*THE INPUT*
◆ ◆ ◆ ◆ ◆ ◆ ◆

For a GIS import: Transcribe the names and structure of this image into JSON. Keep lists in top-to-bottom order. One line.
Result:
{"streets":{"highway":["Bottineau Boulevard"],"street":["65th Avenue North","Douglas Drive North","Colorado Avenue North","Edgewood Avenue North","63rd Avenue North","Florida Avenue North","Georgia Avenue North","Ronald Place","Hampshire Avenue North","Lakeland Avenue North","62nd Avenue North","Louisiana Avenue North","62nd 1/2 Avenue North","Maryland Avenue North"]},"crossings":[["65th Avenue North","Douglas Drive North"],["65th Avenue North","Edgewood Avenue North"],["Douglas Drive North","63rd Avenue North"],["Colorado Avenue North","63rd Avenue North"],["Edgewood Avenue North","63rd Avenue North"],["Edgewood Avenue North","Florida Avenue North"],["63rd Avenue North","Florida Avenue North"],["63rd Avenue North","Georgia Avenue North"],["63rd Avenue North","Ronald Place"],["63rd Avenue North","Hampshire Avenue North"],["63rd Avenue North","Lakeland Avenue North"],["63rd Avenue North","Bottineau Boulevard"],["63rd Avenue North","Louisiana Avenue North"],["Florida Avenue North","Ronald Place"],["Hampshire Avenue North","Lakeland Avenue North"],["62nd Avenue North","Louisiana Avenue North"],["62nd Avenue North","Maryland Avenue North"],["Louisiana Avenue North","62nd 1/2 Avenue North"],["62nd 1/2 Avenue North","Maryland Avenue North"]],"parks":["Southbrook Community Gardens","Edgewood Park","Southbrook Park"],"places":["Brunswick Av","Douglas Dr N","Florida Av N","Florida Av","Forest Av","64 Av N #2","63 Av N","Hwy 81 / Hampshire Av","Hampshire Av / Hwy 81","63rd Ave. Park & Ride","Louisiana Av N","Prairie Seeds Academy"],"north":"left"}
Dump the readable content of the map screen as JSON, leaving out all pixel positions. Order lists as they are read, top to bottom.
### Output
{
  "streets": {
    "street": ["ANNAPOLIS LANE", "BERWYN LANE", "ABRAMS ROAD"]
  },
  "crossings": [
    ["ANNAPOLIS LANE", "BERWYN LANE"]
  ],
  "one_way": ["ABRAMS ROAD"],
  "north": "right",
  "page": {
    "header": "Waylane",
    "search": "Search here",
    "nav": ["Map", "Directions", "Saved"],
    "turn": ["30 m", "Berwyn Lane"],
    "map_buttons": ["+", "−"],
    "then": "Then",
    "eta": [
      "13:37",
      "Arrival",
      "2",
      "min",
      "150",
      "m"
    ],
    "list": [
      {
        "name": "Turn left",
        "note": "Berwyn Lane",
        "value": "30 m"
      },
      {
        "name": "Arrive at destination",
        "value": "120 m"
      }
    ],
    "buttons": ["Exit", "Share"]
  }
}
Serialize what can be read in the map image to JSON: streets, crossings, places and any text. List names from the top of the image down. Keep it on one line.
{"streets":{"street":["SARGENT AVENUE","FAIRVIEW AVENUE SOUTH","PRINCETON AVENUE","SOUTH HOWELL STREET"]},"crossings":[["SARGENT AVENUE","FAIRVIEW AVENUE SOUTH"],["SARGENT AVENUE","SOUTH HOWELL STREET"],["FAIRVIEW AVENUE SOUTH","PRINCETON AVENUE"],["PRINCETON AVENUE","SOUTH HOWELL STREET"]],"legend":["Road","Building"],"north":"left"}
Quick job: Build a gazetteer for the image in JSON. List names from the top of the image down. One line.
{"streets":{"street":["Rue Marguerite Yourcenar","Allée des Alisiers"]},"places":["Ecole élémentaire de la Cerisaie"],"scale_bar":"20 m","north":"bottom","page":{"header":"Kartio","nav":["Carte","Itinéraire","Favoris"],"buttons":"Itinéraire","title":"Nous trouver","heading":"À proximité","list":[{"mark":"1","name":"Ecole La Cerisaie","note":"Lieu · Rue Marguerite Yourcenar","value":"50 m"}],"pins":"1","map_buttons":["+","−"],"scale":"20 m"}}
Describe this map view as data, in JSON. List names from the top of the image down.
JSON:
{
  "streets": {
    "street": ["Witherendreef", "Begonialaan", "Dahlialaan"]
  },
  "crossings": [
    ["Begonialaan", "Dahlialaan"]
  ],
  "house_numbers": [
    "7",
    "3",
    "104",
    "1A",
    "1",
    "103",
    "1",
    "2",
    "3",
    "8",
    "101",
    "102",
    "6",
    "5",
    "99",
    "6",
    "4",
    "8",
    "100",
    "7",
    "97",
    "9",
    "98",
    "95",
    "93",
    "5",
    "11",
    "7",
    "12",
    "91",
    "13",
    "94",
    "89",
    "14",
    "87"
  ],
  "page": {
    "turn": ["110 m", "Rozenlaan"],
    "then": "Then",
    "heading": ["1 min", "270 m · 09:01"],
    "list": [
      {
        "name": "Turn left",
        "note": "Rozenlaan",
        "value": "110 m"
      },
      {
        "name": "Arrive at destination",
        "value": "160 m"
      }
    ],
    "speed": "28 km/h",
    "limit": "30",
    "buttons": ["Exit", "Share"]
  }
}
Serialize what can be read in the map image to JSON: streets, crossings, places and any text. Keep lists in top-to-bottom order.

◆ ◆ ◆ ◆ ◆ ◆ ◆

*WORK TO BE COMPLETED*
Of all the entries above, repeat only the lines from the line that has "on one line." to the line that has "Describe this map", both lines included, exactly.

*TASK ANSWER*
Serialize what can be read in the map image to JSON: streets, crossings, places and any text. List names from the top of the image down. Keep it on one line.
{"streets":{"street":["SARGENT AVENUE","FAIRVIEW AVENUE SOUTH","PRINCETON AVENUE","SOUTH HOWELL STREET"]},"crossings":[["SARGENT AVENUE","FAIRVIEW AVENUE SOUTH"],["SARGENT AVENUE","SOUTH HOWELL STREET"],["FAIRVIEW AVENUE SOUTH","PRINCETON AVENUE"],["PRINCETON AVENUE","SOUTH HOWELL STREET"]],"legend":["Road","Building"],"north":"left"}
Quick job: Build a gazetteer for the image in JSON. List names from the top of the image down. One line.
{"streets":{"street":["Rue Marguerite Yourcenar","Allée des Alisiers"]},"places":["Ecole élémentaire de la Cerisaie"],"scale_bar":"20 m","north":"bottom","page":{"header":"Kartio","nav":["Carte","Itinéraire","Favoris"],"buttons":"Itinéraire","title":"Nous trouver","heading":"À proximité","list":[{"mark":"1","name":"Ecole La Cerisaie","note":"Lieu · Rue Marguerite Yourcenar","value":"50 m"}],"pins":"1","map_buttons":["+","−"],"scale":"20 m"}}
Describe this map view as data, in JSON. List names from the top of the image down.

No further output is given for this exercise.